Nielsen reports an estimated 66.8 million watched one of the 13 broadcast or cable networks that were covering the voting.

The broadcast and cable outlets included ABC, CBS, Fox, NBC, PBS, Univision, Telemundo, CNBC, CNN, Fox News Channel, MSNBC, Current TV and TV One.

As impressive as the numbers are, they didn’t match the record 71.5 million who tuned in for the historic 2008 returns.

Bragging rights? More people watched NBC than any other outfit during prime time. The Peacock network boasted 12.6 million viewers between 7 and 10 p.m. Fox News Channel was just behind at 11.45 million — the best average in the channel’s 16 years.

Here are the other leaders in descending order with the millions of viewers in parentheses: ABC (10.52); CNN (9.25); CBS (7.92); Fox (4.93); and MSNBC (4.7).

However, simply tallying prime time is misleading since President Barack Obama wasn’t declared the winner until shortly after 10 p.m.

If you care about the bitter cable rivals (and only the Fox News faithful are truly passionate about their rightleaning channel), Fox News won the night.

Or CNN won. It depends on how you want to spin it.

Between 6 and 11 p.m., Fox News trounced CNN 10.6 million to 8.9 million. Once Obama won, Fox News viewers turned out the lights and went to bed.

Count noses a bit later — between 6 p.m. and 1 a.m. (which included Obama’s victory speech and Mitt Romney’s gracious concession) — then CNN has the barest of leads at 8.8 million to 8.7 million.

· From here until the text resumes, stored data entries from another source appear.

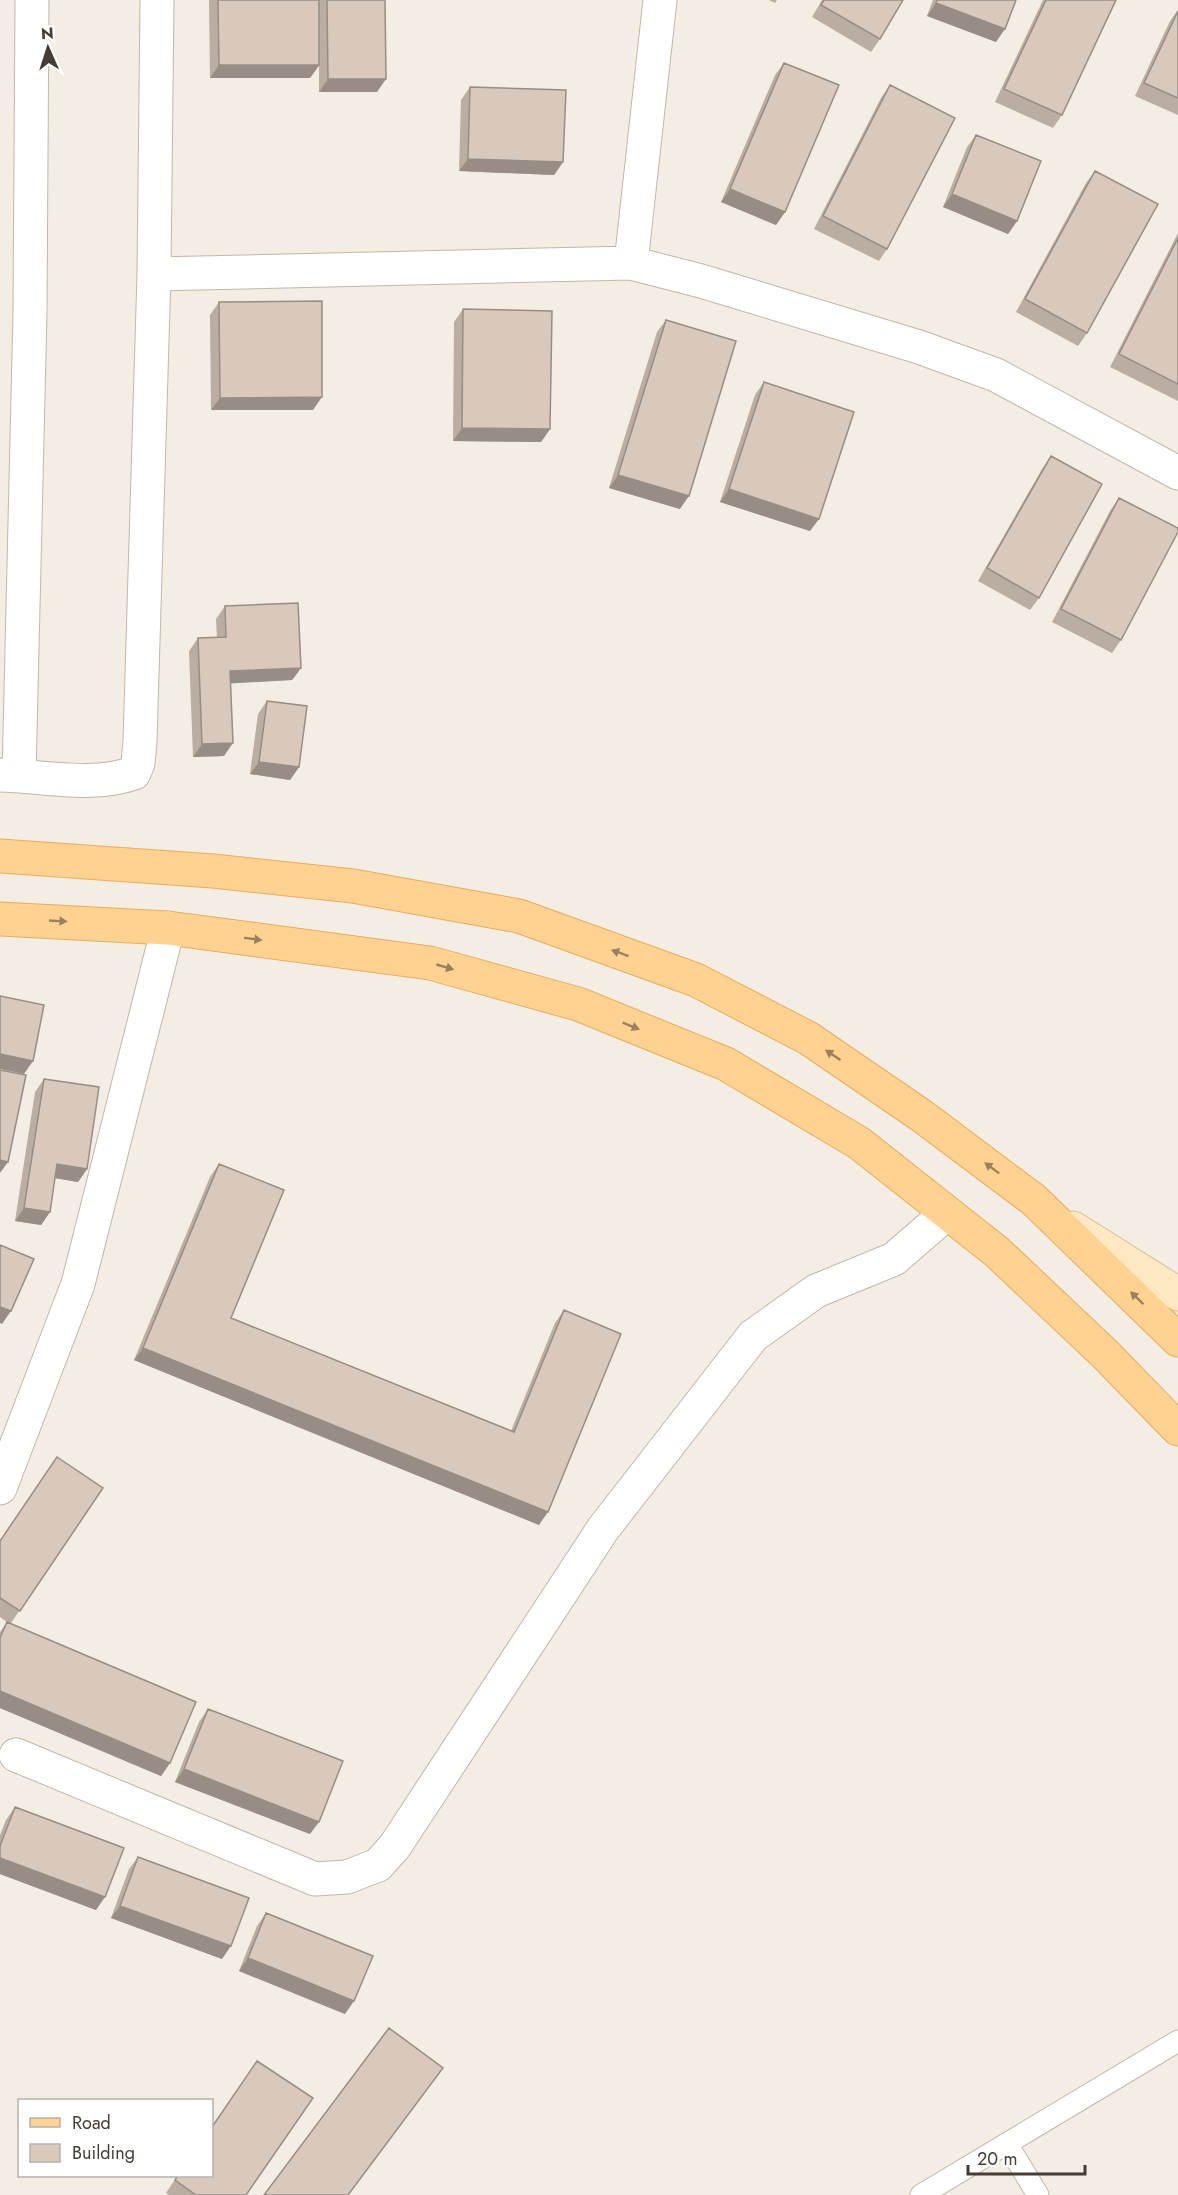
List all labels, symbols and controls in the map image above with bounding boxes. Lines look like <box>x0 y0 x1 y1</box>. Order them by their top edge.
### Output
north arrow <box>18 18 78 78</box>
text: N <box>40 22 54 45</box>
one-way arrow <box>49 917 68 926</box>
one-way arrow <box>243 934 262 944</box>
one-way arrow <box>611 947 629 957</box>
one-way arrow <box>436 963 454 973</box>
one-way arrow <box>622 1022 640 1031</box>
one-way arrow <box>825 1050 841 1061</box>
one-way arrow <box>984 1162 1000 1174</box>
one-way arrow <box>1129 1291 1144 1305</box>
legend <box>18 2099 213 2177</box>
text: Road <box>72 2110 111 2136</box>
scale bar <box>968 2138 1085 2176</box>
text: Building <box>72 2140 135 2166</box>
text: 20 m <box>977 2146 1017 2172</box>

We were switching back and forth at our house and witnessed some entertaining episodes, most of them on Fox News as the mood darkened and the predicted suspense fizzled.

Unlike scripted TV, news channels can’t manufacture real drama if there isn’t any to be found. That doesn’t stop them from trying with their spinning graphics, magic maps, pontificating pundits and states flashing red and blue. But it mostly comes off as silly, comical or a waste of time.

Most of the election night action began at 10 when the Obama dominoes started to fall. The topper was Ohio, or as the state is officially called now, “the Battleground State of Ohio,” when it went for Obama and put him over the needed 270 electoral votes.

When Ohio was declared (seemingly early), Fox News commentator Karl Rove grew querulous and argued vociferously (using baffling precinct numbers and convoluted mathematical prognostications) that it was too soon to call.

Anchor Megyn Kelly played devil’s advocate, turned to Rove and asked, “Is this just math you do as a Republican to make yourself feel better?”

Oh, snap. Ouch.

What followed was the best theatrics of election night. Fox cameras followed the leggy Kelly as she was dispatched on the long trek to the “decision desk” in the bowels of the building to confront the official Fox predictors.

The geeky pencil pushers (actually they had a couple of dozen computers) gamely stuck by their Ohio blue state guns, answering Rove’s unfathomable wonkish mumbo jumbo with equally impressive wonkish mumbo jumbo.

The Fox decision makers hunkered around the Fox decision desk turned out to be accurate.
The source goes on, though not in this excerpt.